Les vraies conditions tiennent en trois points : une déclaration CACSI gratuite auprès d'Enedis, obligatoire quelle que soit la puissance ; un branchement conforme, la norme NF C 15-100 condamnant la prise de courant classique ; et des autorisations qui dépendent de votre statut (locataire, copropriétaire) et de la visibilité du panneau. Cet article détaille chacun de ces points, sources officielles à l'appui.
Ce guide fait partie d'un ensemble plus large
Pour une installation en toiture, le parcours complet (déclaration préalable, raccordement, Consuel) est détaillé dans notre guide des démarches d'installation de panneaux solaires.
Kit solaire balcon : interdit ou légal en 2026 ? Ce que disent les textes
Vendre, acheter et posséder un kit plug and play est parfaitement légal. Ce que les textes encadrent, c'est le mode de branchement. La norme NF C 15-100 version 2024, applicable aux installations électriques neuves ou modifiées depuis le 1er septembre 2025, pose qu'un générateur d'énergie ne doit pas être raccordé à un circuit terminal via une simple prise de courant : les quatre modes de raccordement qu'elle prévoit passent tous par un circuit dédié ou un coffret avec disjoncteur.

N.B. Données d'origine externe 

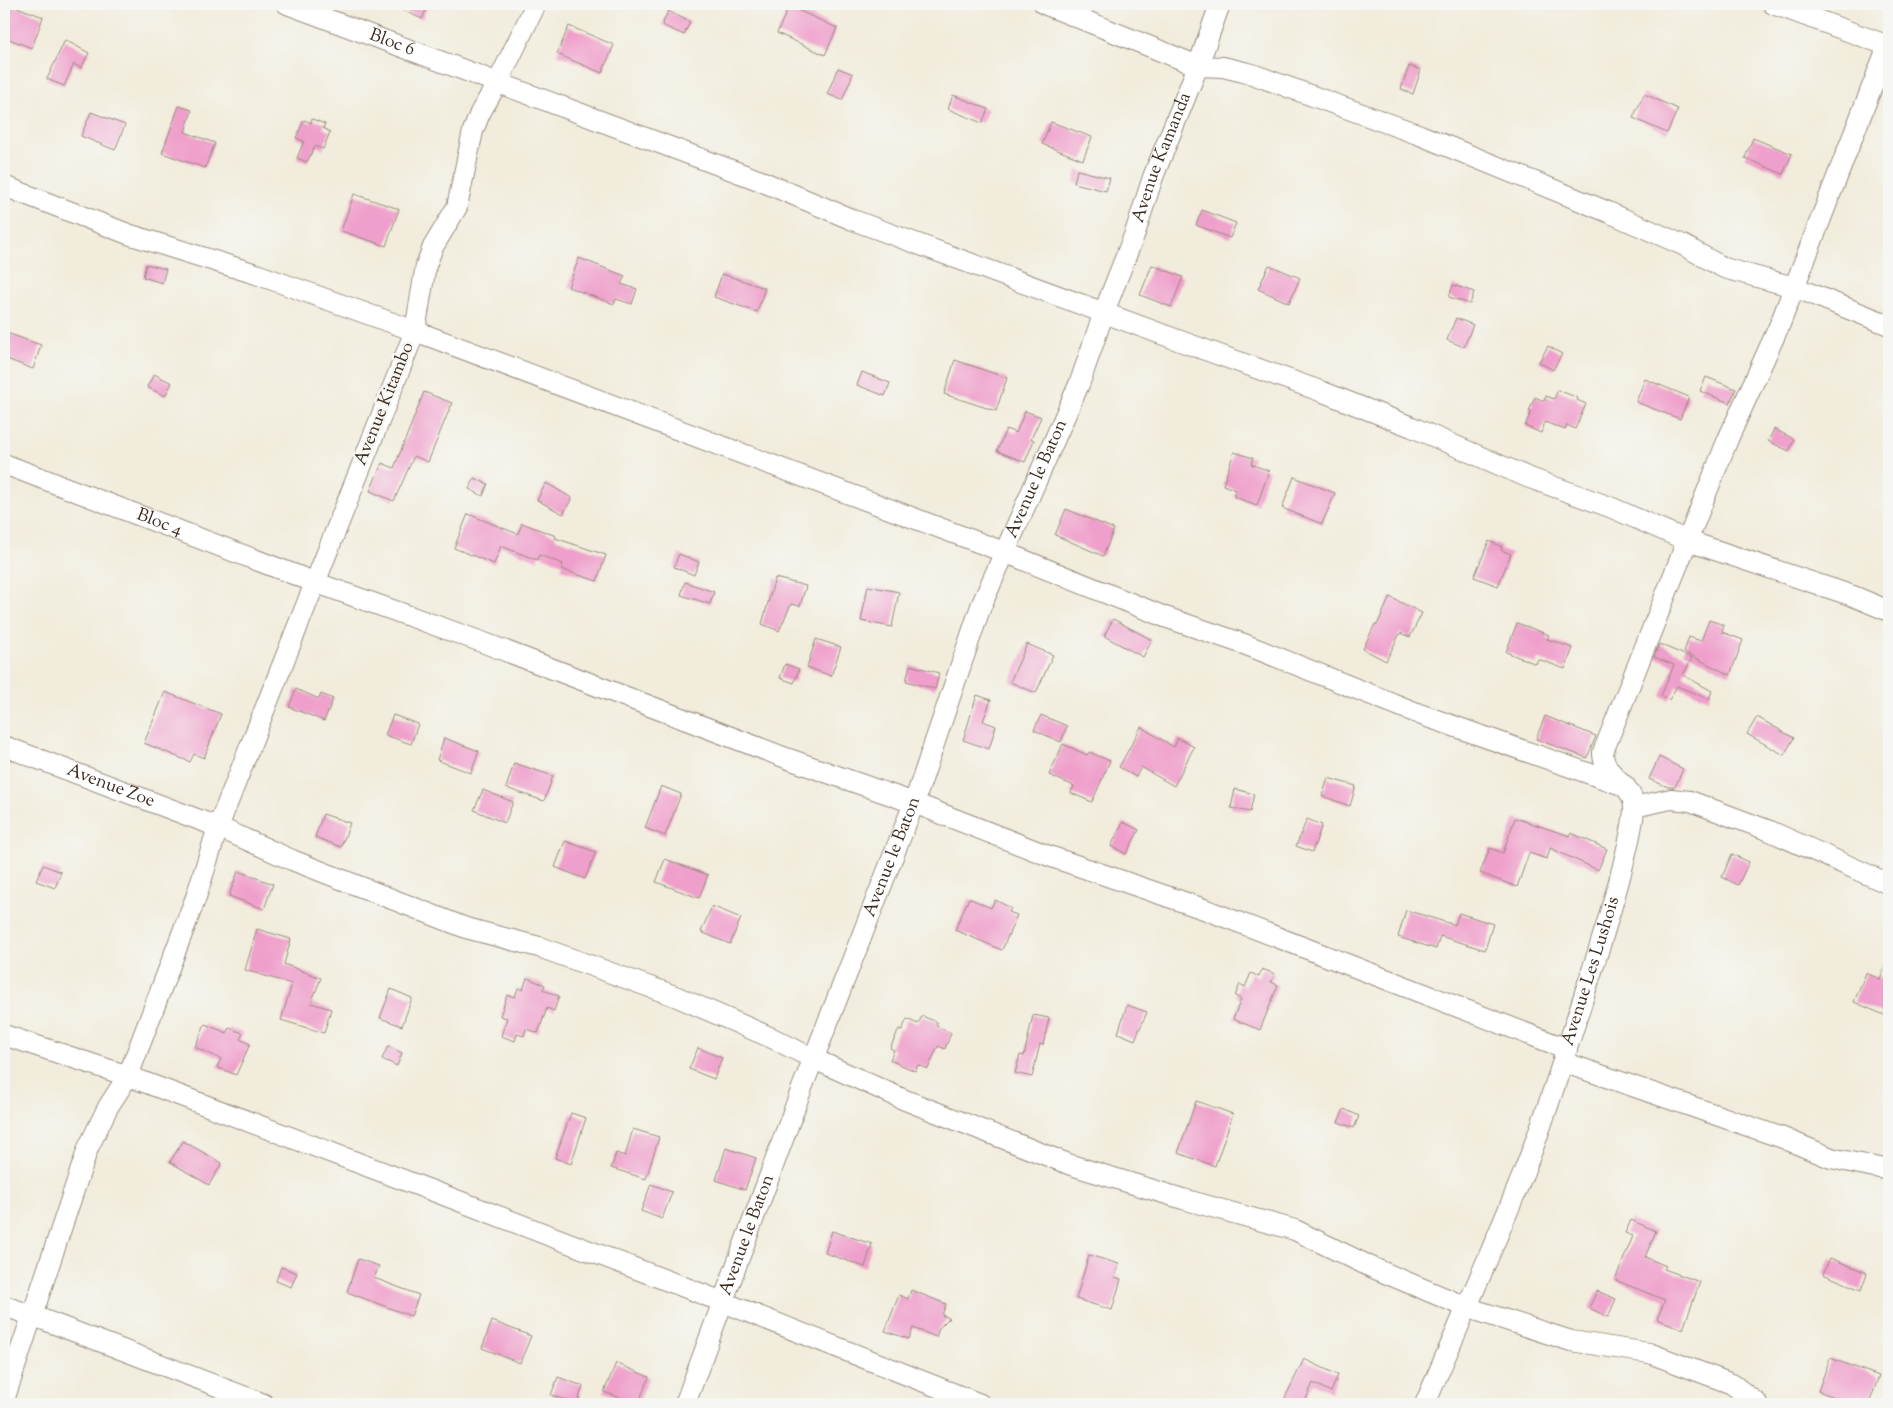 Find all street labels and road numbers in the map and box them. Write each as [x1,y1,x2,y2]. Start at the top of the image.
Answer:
street label: Bloc 6 [365,23,418,64]
street label: Avenue Kamanda [1126,89,1199,226]
street label: Avenue Kitambo [348,338,422,470]
street label: Avenue le Baton [999,415,1075,543]
street label: Bloc 4 [133,503,186,544]
street label: Avenue Zoe [63,758,158,815]
street label: Avenue le Baton [857,793,928,921]
street label: Avenue Les Lushois [1556,894,1627,1049]
street label: Avenue le Baton [713,1171,782,1299] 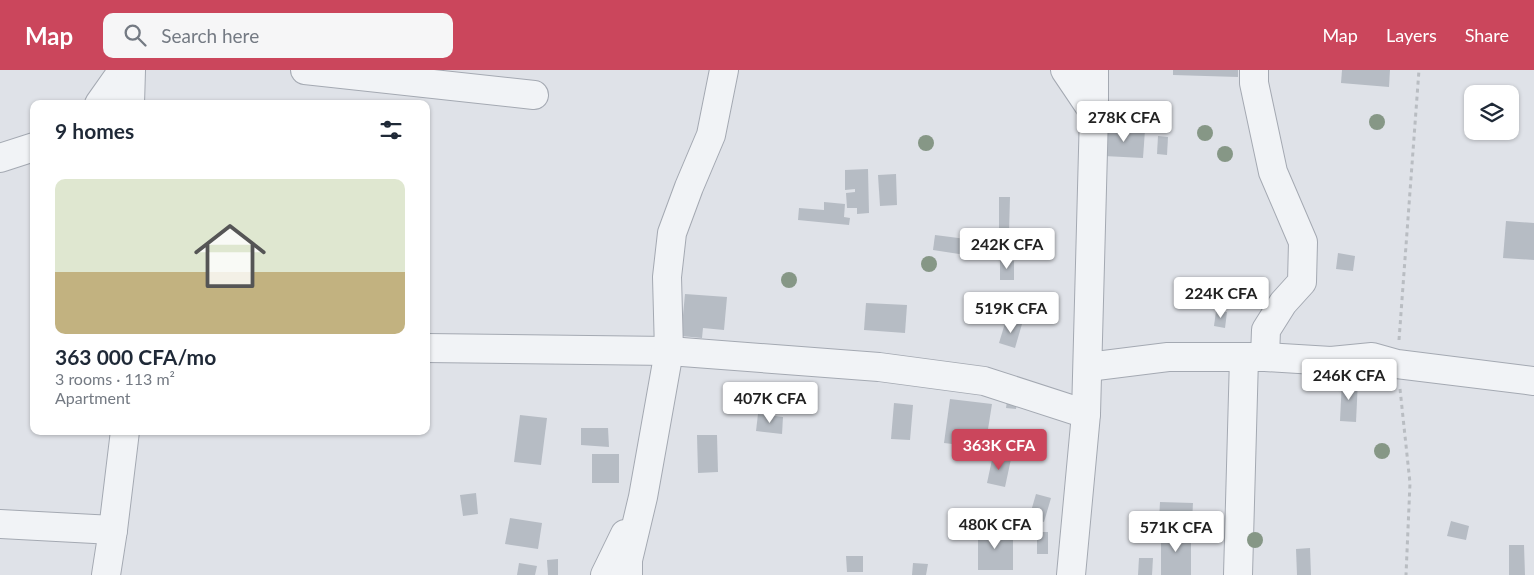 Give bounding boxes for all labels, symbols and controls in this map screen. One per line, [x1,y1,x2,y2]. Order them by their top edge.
search box [103,13,453,58]
text: Map [25,21,73,50]
icon: search [121,21,149,49]
text: Search here [161,24,259,47]
text: Map [1322,24,1358,46]
text: Layers [1386,24,1437,46]
text: Share [1465,24,1509,46]
map controls [1464,85,1519,140]
button: layers [1464,85,1519,140]
pin: 278K CFA [1072,100,1176,143]
text: 278K CFA [1088,107,1160,126]
icon: filters [377,116,405,144]
text: 9 homes [55,118,134,143]
icon: home [185,211,275,301]
pin: 242K CFA [955,228,1059,270]
text: 242K CFA [971,234,1043,253]
pin: 224K CFA [1169,276,1273,319]
text: 224K CFA [1185,283,1257,302]
pin: 519K CFA [959,292,1063,334]
text: 519K CFA [975,298,1047,317]
text: 363 000 CFA/mo [55,344,216,369]
pin: 246K CFA [1297,358,1401,401]
text: 246K CFA [1313,365,1385,384]
text: 3 rooms · 113 m² [55,369,175,388]
pin: 407K CFA [718,382,822,424]
text: Apartment [55,388,130,407]
text: 407K CFA [734,388,806,407]
pin: 363K CFA [947,428,1051,471]
text: 363K CFA [963,435,1035,454]
pin: 480K CFA [943,508,1047,550]
pin: 571K CFA [1124,510,1228,553]
text: 480K CFA [959,514,1031,533]
text: 571K CFA [1140,517,1212,536] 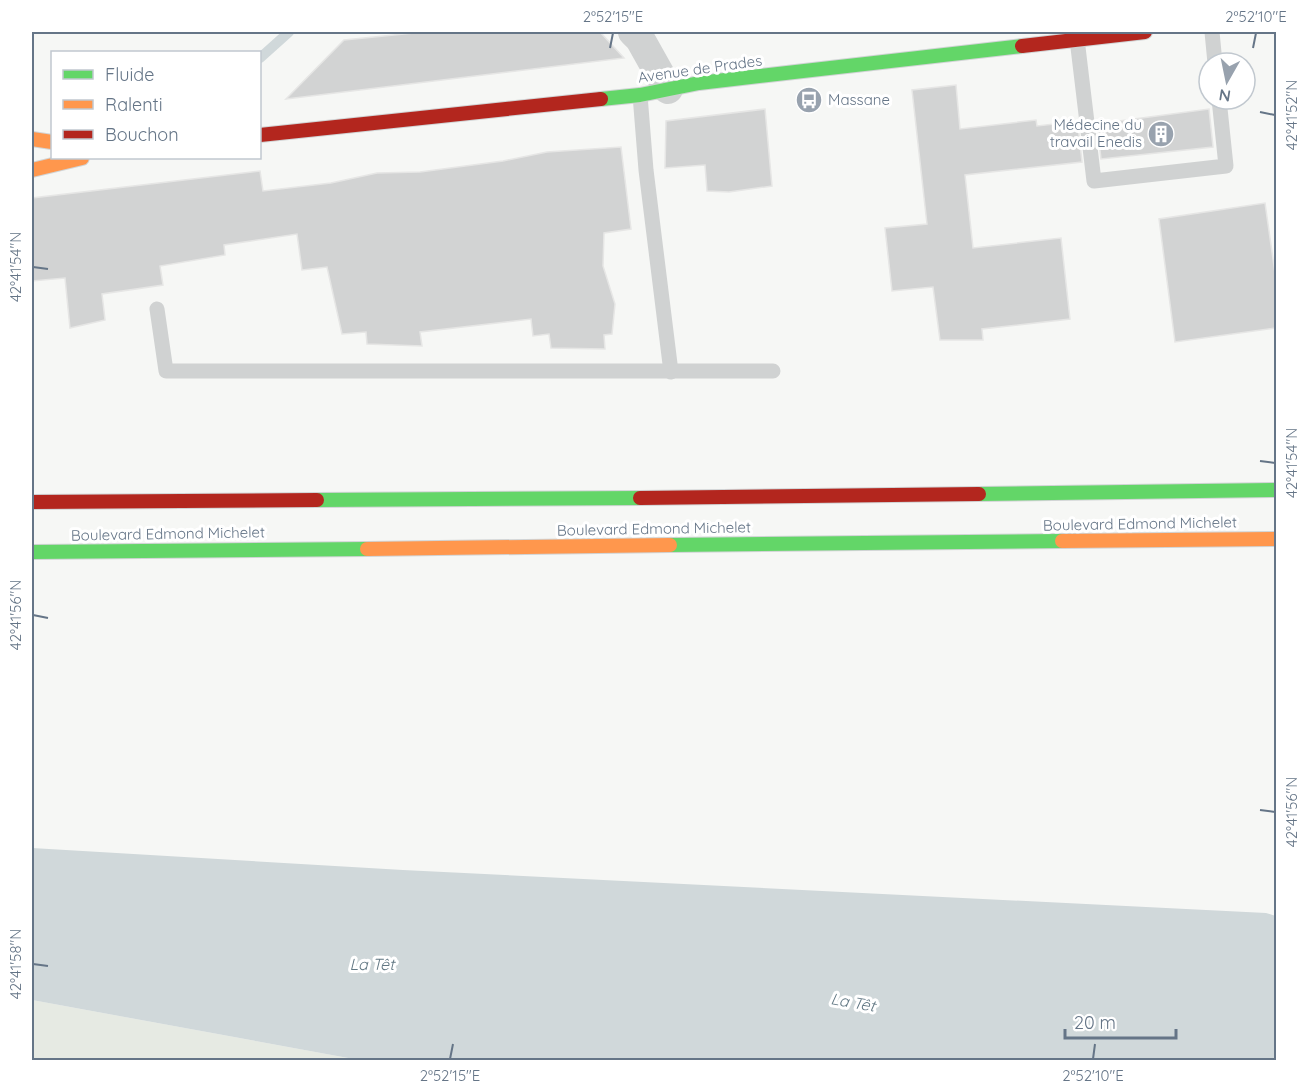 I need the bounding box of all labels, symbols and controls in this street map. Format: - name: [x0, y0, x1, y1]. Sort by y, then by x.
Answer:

Le gouvernement a confirmé cette lecture dans une réponse ministérielle du 26 mai 2026 (question n° 6574) : le branchement sur prise classique est assumé comme interdit, en raison des risques d'électrocution et d'échauffement des conducteurs. Surtout, cette réponse écarte tout seuil de tolérance : il n'existe aucune limite de 800 W « légale » en France. Ce chiffre vient du Solarpaket allemand, qui autorise chez nos voisins les kits jusqu'à 800 VA sur prise ; il n'a jamais été transposé en droit français.
En pratique, une zone grise subsiste et il faut la dire honnêtement : le Consuel a mis à jour ses dossiers techniques sans interdire formellement les kits plug and play, et la pratique du branchement sur prise reste largement tolérée dans l'attente d'une évolution normative européenne. La voie sans ambiguïté consiste à faire poser par un électricien un circuit dédié avec disjoncteur, une intervention courte sur un tableau électrique récent.
La déclaration CACSI d'Enedis : obligatoire quelle que soit la puissance
Deuxième idée reçue à corriger : il n'existe aucune dispense de déclaration sous 800 Wc. La page officielle d'Enedis est sans ambiguïté : déclarer une installation en autoconsommation totale est obligatoire, même sans injection, quel que soit son niveau de puissance. Un kit de 300 W est donc concerné au même titre qu'un kit de 2 000 W.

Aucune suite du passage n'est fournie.